• DATASET CONTENT
════════

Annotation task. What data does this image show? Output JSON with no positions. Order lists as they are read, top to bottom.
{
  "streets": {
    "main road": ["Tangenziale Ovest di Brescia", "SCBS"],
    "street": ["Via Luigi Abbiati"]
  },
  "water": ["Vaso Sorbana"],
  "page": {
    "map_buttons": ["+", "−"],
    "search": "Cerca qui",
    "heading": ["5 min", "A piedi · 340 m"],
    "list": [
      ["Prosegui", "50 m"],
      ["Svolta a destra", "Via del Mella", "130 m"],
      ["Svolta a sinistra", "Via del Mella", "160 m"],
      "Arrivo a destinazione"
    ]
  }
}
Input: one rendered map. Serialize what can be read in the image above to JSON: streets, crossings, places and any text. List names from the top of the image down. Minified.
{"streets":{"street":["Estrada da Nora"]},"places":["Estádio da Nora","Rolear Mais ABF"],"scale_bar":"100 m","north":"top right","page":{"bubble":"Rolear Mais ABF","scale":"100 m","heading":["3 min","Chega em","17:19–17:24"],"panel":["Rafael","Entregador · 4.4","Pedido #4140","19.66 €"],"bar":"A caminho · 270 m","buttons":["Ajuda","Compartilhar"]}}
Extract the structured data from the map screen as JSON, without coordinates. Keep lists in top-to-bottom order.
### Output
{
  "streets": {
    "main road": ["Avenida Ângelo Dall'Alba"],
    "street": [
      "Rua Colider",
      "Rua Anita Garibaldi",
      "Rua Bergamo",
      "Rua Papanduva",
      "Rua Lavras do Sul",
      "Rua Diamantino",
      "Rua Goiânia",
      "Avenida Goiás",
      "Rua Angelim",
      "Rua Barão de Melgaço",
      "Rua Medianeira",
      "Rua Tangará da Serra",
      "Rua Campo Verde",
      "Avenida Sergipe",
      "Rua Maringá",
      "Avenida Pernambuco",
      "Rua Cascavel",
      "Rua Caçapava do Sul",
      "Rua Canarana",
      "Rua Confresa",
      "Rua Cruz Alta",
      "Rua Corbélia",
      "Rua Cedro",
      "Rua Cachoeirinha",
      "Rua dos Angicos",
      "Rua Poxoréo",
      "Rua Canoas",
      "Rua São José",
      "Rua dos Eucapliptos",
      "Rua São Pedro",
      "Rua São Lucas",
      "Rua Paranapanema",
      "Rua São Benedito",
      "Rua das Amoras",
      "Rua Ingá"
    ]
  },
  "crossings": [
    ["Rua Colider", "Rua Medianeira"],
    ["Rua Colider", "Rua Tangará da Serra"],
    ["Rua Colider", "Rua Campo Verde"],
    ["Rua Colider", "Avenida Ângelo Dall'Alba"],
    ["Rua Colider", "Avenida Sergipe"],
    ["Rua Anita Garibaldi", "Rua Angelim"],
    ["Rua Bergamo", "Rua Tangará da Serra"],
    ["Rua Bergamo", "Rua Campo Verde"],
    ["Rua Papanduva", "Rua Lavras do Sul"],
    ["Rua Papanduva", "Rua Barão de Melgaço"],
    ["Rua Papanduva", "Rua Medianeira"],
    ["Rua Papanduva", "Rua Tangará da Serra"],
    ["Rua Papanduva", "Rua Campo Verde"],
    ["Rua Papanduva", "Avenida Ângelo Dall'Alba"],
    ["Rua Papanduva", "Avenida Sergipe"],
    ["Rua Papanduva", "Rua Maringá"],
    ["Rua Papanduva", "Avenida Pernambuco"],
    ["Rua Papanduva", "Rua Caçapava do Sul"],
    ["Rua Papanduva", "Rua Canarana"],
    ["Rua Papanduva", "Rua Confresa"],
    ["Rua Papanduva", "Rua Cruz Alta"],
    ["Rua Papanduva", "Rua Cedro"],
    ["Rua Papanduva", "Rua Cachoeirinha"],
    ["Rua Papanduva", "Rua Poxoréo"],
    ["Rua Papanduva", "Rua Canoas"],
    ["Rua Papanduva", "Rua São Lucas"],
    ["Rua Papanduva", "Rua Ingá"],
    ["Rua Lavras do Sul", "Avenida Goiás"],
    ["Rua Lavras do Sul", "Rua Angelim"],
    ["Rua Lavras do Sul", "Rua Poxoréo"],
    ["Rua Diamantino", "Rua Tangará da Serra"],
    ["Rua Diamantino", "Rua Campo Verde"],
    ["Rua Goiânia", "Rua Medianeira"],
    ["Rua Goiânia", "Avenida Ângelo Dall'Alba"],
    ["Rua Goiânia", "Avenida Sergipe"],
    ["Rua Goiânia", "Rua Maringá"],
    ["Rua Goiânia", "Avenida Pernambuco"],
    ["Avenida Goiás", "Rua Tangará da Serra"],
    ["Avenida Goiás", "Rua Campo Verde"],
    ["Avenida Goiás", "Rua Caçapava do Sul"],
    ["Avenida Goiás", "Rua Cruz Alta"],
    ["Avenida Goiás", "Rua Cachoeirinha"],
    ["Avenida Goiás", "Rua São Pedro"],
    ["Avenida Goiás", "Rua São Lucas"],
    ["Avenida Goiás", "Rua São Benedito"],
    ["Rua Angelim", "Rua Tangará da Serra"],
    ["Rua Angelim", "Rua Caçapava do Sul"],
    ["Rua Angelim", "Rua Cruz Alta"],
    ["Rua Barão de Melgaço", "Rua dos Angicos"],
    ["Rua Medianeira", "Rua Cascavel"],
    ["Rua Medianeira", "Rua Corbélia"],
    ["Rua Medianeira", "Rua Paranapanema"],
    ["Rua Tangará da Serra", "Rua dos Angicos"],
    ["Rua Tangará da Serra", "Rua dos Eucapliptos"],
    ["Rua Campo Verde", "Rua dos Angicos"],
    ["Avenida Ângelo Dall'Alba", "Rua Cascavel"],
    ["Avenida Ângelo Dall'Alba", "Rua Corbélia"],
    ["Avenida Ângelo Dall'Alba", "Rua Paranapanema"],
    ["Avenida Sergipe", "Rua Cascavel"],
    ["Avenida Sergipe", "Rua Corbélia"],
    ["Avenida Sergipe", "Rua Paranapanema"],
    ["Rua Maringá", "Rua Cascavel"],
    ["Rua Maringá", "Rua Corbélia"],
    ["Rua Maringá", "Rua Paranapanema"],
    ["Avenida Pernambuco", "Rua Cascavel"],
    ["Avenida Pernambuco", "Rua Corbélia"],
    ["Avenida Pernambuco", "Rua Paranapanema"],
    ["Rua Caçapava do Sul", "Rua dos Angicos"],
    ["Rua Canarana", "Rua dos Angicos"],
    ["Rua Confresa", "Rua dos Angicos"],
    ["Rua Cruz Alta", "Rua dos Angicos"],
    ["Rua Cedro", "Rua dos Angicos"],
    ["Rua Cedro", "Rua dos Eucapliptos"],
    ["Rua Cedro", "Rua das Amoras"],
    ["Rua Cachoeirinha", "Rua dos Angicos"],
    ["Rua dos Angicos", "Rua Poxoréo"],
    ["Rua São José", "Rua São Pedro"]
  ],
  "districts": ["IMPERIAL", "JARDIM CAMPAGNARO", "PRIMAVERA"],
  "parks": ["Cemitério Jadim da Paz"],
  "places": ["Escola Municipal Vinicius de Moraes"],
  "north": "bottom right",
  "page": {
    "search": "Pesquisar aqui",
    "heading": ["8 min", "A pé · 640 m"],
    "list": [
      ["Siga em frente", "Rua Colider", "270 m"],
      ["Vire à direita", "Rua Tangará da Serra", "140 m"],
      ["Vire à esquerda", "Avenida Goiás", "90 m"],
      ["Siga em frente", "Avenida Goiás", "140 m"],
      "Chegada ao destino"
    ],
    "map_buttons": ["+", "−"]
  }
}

════════

Copy all lines of the records that have the string "Paranapanema" in them.

• REPLY TO THE TASK
      "Rua Paranapanema",
    ["Rua Medianeira", "Rua Paranapanema"],
    ["Avenida Ângelo Dall'Alba", "Rua Paranapanema"],
    ["Avenida Sergipe", "Rua Paranapanema"],
    ["Rua Maringá", "Rua Paranapanema"],
    ["Avenida Pernambuco", "Rua Paranapanema"],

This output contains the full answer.